PROVIDED INFORMATION:

*** Begin section ***

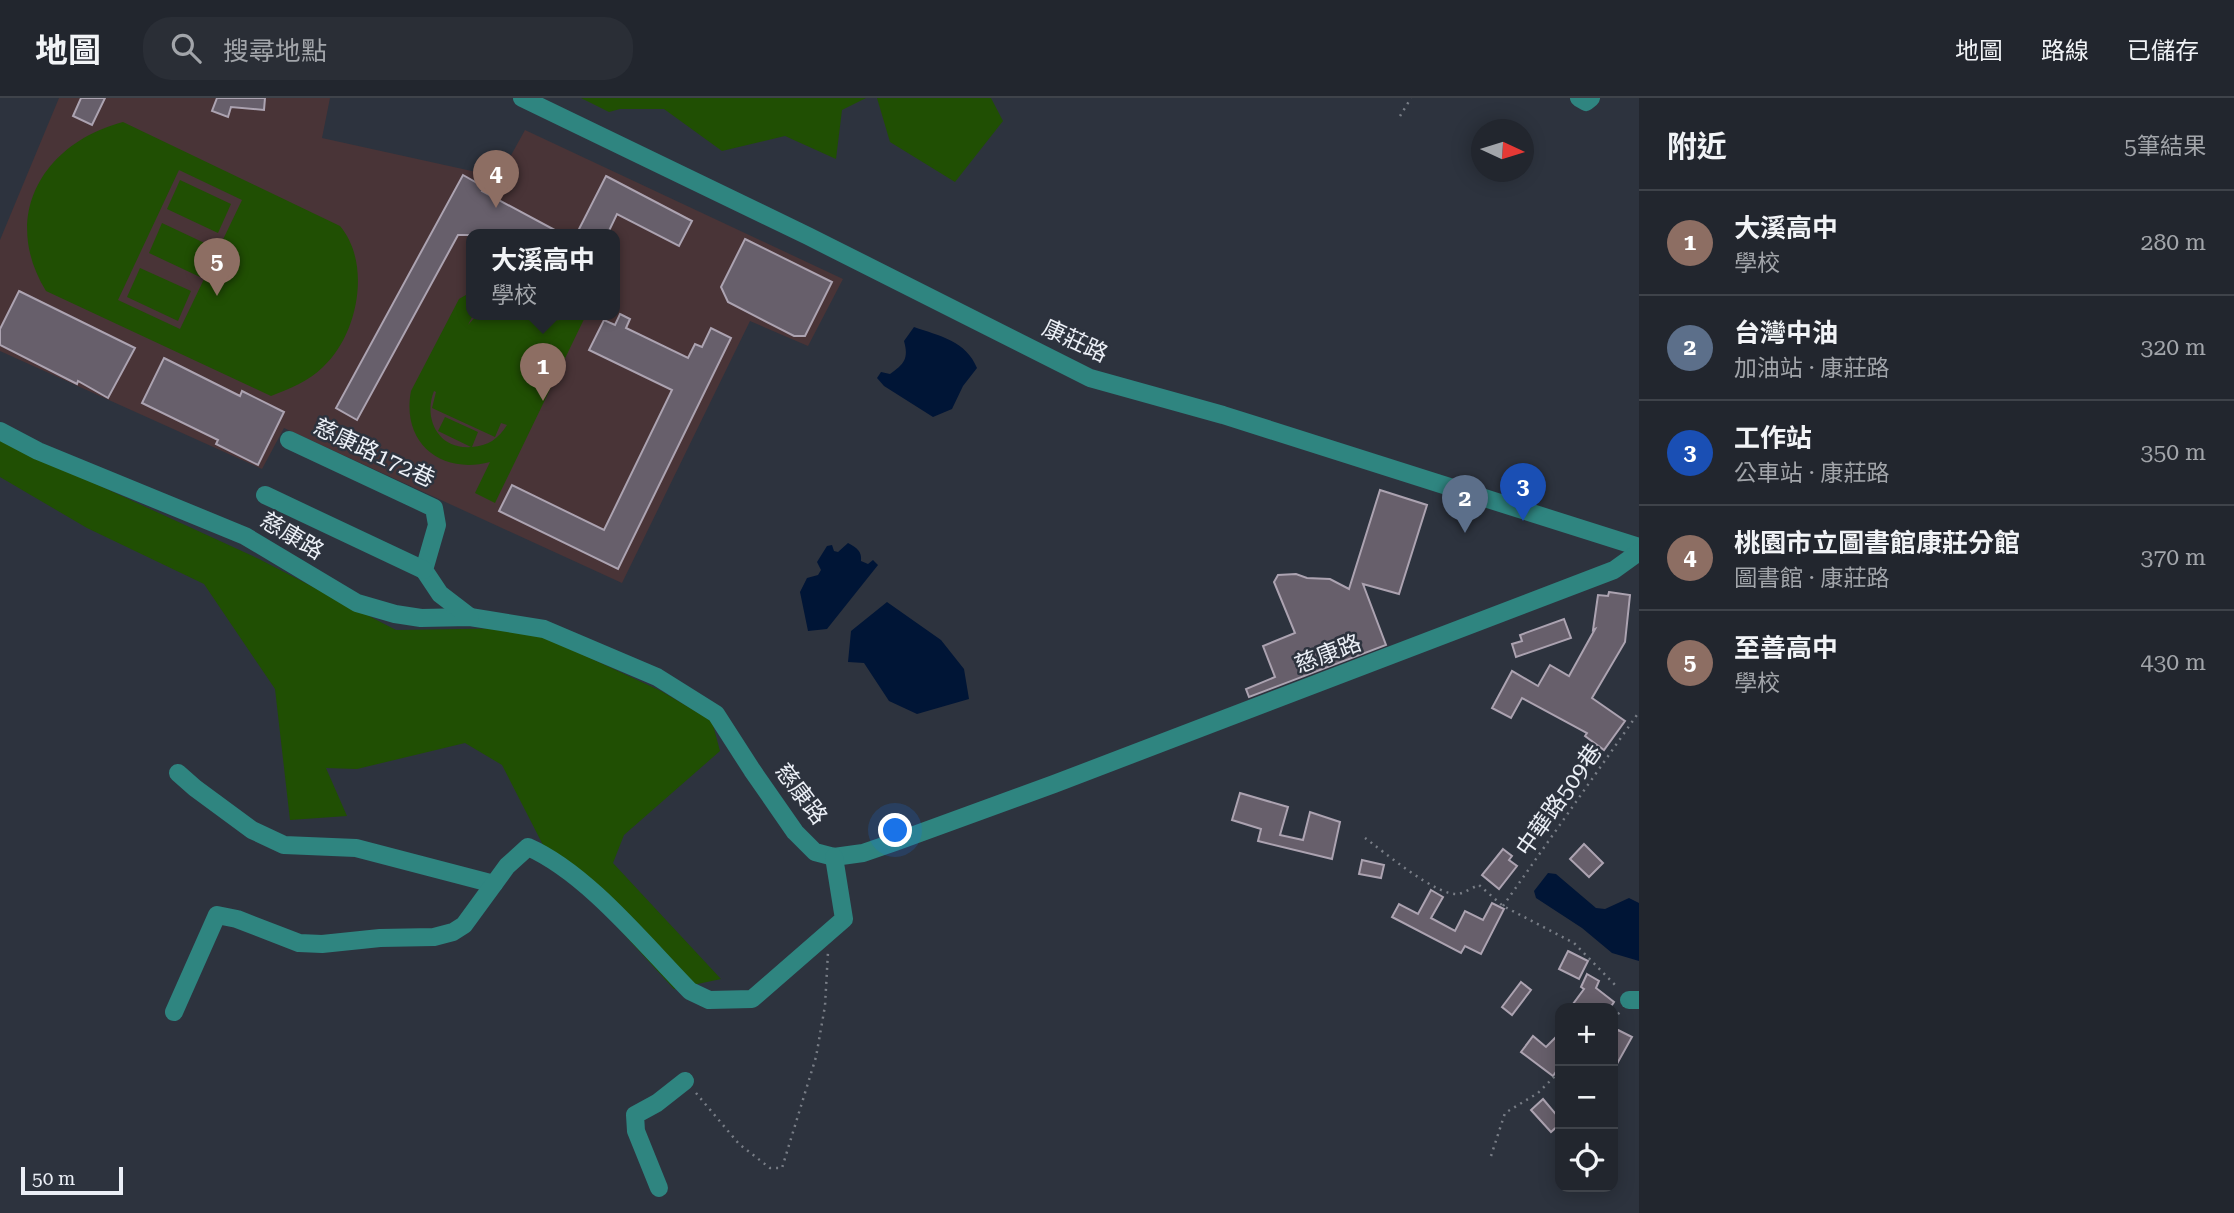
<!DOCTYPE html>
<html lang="zh-TW">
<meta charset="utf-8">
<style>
:root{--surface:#22262e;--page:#2a2e36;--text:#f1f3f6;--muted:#a2a5aa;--line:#3f434a;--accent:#b45309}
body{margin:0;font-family:"Roboto Serif","Noto Sans TC",serif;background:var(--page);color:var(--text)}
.controls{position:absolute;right:21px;bottom:21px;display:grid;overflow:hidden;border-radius:14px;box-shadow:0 4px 18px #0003}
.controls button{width:63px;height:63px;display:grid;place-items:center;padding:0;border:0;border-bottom:2px solid var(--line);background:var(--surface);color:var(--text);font:35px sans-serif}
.compass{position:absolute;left:1471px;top:21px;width:63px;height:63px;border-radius:50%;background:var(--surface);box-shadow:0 4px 18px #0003;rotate:94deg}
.scale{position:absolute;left:21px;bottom:18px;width:102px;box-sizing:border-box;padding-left:7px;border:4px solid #ebeff6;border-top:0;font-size:19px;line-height:24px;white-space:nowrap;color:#ebeff6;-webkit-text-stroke:5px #2d333e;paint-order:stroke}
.you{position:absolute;left:896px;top:733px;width:24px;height:24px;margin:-18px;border:5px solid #fff;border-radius:50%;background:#1a73e8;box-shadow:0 0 0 10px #1a73e833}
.badge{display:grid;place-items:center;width:46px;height:46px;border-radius:50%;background:var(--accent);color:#fff;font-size:23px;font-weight:700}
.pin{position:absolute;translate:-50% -58px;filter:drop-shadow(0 2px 4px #0008)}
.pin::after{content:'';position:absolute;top:37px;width:24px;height:21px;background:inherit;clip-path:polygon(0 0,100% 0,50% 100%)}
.popup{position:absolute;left:466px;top:131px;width:154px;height:91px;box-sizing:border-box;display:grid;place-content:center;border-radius:14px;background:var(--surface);filter:drop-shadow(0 2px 5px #0005);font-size:23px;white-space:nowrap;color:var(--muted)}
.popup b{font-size:26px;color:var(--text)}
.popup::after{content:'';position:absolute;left:50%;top:100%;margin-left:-14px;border:14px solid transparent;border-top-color:var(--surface)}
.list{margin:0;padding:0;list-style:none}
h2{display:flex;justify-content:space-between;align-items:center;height:91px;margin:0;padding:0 28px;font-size:30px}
h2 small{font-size:23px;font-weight:400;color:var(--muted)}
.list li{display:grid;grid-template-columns:46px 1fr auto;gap:21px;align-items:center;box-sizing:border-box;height:105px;padding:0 28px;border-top:2px solid var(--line)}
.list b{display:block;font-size:26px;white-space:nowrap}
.list p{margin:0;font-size:23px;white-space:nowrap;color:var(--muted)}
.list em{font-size:23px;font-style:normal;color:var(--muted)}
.icon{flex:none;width:38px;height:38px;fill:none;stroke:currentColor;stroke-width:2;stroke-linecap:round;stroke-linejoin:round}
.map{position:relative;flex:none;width:1639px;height:1115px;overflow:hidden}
header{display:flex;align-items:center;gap:42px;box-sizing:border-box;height:98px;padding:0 35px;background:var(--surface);border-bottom:2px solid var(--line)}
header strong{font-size:33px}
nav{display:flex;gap:38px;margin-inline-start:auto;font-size:24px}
.search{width:490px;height:63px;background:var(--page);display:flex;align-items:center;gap:18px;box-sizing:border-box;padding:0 24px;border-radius:28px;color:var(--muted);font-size:26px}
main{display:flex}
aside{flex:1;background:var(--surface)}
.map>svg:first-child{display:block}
.education{fill:#493437;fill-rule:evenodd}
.green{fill:#204f03;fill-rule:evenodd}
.water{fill:#001536}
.building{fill:#675f6b;stroke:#aca3b1;stroke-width:2}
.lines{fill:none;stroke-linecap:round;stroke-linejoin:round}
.path{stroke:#787d86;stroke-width:2.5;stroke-dasharray:2 5;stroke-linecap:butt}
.minor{stroke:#2f8580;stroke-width:18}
.labels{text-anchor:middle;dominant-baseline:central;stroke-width:5;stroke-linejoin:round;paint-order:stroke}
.street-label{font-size:23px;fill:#ebeff6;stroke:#2d333e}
</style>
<header>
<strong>地圖</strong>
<div class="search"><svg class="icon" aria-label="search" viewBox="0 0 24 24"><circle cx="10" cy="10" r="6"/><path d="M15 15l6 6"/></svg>搜尋地點</div>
<nav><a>地圖</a><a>路線</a><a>已儲存</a></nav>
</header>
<main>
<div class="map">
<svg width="1639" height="1115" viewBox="0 0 1639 1115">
<rect width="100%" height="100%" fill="#2d333e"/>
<path class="education" d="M59,0H330L322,40L499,79L525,32L843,181L808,248L750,223L622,485L284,330L262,371L0,253V142ZM471,137H615V217H471Z"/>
<g class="green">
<path d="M581,0H866L842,12L836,61L785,38L722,53L664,11H620L609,14Z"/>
<path d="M877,0H991L1003,23L955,84L890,44Z"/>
<path d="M123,24L340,128C372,166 358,237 323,269C309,283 289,291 271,298L46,193C0,118 43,45 123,24ZM179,72L242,102L180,231L118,202Z"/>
<path d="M180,82L231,106L218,135L167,111Z"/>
<path d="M162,125L213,149L200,179L149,155Z"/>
<path d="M140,170L191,193L178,223L127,199Z"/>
<path d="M471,194V217H473L468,227L477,217H487L494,221L496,217H524L533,221L530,217H555L558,223L561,217H586L495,405L475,395L490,364C441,377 401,345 411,293L459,201ZM434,293L436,294L432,310L495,339L501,325L507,327C498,341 488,348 472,349L478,334L445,319L438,333L471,349C438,352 423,320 434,293Z"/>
<path d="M0,342L259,461L396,532L525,530L661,593L712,623L720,653L624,737L613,765L721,881L674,891L544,749L502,667L465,645L357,671L326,670L347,718L290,722L275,591L204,486L87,430L0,379Z"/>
</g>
<g class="water">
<path d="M914,229C940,238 966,243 977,270L963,288L952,311L933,319L884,288L877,280L881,274L890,276C904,266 909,261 904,243Z"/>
<path d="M848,445C857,450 862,453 861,463L868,466L873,462L878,467L827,531L808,533L800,494L807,480L818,477L821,472L817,464L827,448L832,447L834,453L838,454Z"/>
<path d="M887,504L941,542L964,571L969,601L917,616L889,603L864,565L848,564L851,533Z"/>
<path d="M1548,775L1556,776L1596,810L1605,811L1629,800L1639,805V863L1612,855L1582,830L1536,800L1534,793Z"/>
</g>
<g class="building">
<path d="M81,0H105L92,27L73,18Z"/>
<path d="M217,0H265L264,12L231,9L228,19L212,13Z"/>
<path d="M463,77L484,89L482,93L564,137H458L357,322L336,310Z"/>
<path d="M606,78L692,123L679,148L617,116L607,137H576Z"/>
<path d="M745,141L832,184L805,238H794L728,204L721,189Z"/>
<path d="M19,193L135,250L108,300L78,283L77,286L0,247V231Z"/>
<path d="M620,216L630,221L626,230L688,260L695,246L702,249L711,230L731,240L618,471L499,413L512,387L604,432L672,292L589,252L604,222L615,227Z"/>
<path d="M164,260L240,298L242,293L284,314L258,367L216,346L218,342L142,305Z"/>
<path d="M1380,392L1427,407L1399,496L1363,486L1386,547L1249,599L1246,591L1275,579L1263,548L1295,535L1274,484L1278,477L1296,476L1307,480L1330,481L1349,491Z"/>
<path d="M1609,494L1630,497L1625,544L1592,600L1625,623L1604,652L1585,638L1587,635L1522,600L1511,620L1492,610L1512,573L1538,588L1550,567L1569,578L1595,531L1593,532L1598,497L1608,498Z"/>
<path d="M1564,521L1571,540L1516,559L1512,546L1522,543L1520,537Z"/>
<path d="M1240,695L1288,709L1280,737L1303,742L1310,714L1340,724L1332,761L1258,743L1261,731L1232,722Z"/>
<path d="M1584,746L1603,765L1589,779L1570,761Z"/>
<path d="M1503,751L1512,758L1509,762L1517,768L1499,791L1482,777Z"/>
<path d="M1362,762L1384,767L1381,780L1359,776Z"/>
<path d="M1431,792L1443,799L1431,820L1455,833L1465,813L1483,822L1492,805L1504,811L1481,856L1465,848L1461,855L1392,819L1399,806L1418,816Z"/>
<path d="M1568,853L1588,863L1579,881L1559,871Z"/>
<path d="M1587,876L1599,883L1596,890L1614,904L1610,910H1579L1573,906L1584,891L1581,889Z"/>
<path d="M1521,884L1531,892L1512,917L1502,909Z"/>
<path d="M1618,932L1632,939L1613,973V941Z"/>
<path d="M1560,935V968L1553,978L1521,954L1533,938L1546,949Z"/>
<path d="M1543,1001L1560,1021V1026L1551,1034L1531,1012Z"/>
</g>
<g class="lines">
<g class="path">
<path d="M1400,18L1411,0"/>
<path d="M1365,740C1383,753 1437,799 1459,796C1466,794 1473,789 1479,787L1503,808L1574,845L1618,890"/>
<path d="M1503,808L1639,614"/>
<path d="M1613,921L1620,914"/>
<path d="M696,995L739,1046L770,1070H782L816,959L825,908L828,854"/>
<path d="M1491,1058L1505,1015L1538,995L1560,973"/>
</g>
<g class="minor">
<path d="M522,0L808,138L1090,280L1223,317L1639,449"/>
<path d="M1579,0L1586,4L1591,0"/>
<path d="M0,333L38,353L245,438L357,505L395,516L421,520L470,519L544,531L657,579L716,616L752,672L795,734L815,754L834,759L863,755L895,744L1054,686L1614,472L1639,454"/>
<path d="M289,342L434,410L437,427L424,472L440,496L470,519"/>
<path d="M265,397L424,472"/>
<path d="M178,675L195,690L252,732L284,747L356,750L494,786"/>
<path d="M1629,902H1639"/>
<path d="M174,914L217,817L237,821L299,845L322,846L380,840L434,839L453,834L464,827L507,768L528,749C587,775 644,846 690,893L709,902L752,901L844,821L834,759"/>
<path d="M659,1090L636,1033L635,1017L657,1005L685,983"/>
</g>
</g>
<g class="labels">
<g class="street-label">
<text transform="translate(1075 243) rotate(25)">康莊路</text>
<text transform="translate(374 355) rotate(25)">慈康路172巷</text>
<text transform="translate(292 438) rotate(31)">慈康路</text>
<text transform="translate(1328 556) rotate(-21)">慈康路</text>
<text transform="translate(801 696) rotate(53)">慈康路</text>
<text transform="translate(1559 702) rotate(-55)">中華路509巷</text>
</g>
</g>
</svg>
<div class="controls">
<button>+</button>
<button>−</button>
<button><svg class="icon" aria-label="locate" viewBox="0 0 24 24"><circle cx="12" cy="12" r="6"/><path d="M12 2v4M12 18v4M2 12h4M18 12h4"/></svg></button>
</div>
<svg class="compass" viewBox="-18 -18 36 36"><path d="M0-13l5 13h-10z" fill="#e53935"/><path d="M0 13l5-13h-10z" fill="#a2a5aa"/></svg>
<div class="scale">50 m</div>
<div class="you"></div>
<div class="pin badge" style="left:543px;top:303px;background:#8d6e63">1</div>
<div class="popup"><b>大溪高中</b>學校</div>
<div class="pin badge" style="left:1465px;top:435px;background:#5c6f8a">2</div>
<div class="pin badge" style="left:1523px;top:423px;background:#1a4fb4">3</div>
<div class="pin badge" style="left:496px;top:110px;background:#8d6e63">4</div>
<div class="pin badge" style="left:217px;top:198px;background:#8d6e63">5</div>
</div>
<aside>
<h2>附近<small>5筆結果</small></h2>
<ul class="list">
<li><span class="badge" style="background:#8d6e63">1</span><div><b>大溪高中</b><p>學校</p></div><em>280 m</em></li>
<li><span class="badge" style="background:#5c6f8a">2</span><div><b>台灣中油</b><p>加油站 · 康莊路</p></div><em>320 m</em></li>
<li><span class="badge" style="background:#1a4fb4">3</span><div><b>工作站</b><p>公車站 · 康莊路</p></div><em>350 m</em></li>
<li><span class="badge" style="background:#8d6e63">4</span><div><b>桃園市立圖書館康莊分館</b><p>圖書館 · 康莊路</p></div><em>370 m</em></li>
<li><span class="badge" style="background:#8d6e63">5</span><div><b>至善高中</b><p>學校</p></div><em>430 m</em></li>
</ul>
</aside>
</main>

*** End section ***

TASK TO COMPLETE:
Show all lines in the entries above where the word "drop" appears.

RESULT FOR THIS EXERCISE:
.pin{position:absolute;translate:-50% -58px;filter:drop-shadow(0 2px 4px #0008)}
.popup{position:absolute;left:466px;top:131px;width:154px;height:91px;box-sizing:border-box;display:grid;place-content:center;border-radius:14px;background:var(--surface);filter:drop-shadow(0 2px 5px #0005);font-size:23px;white-space:nowrap;color:var(--muted)}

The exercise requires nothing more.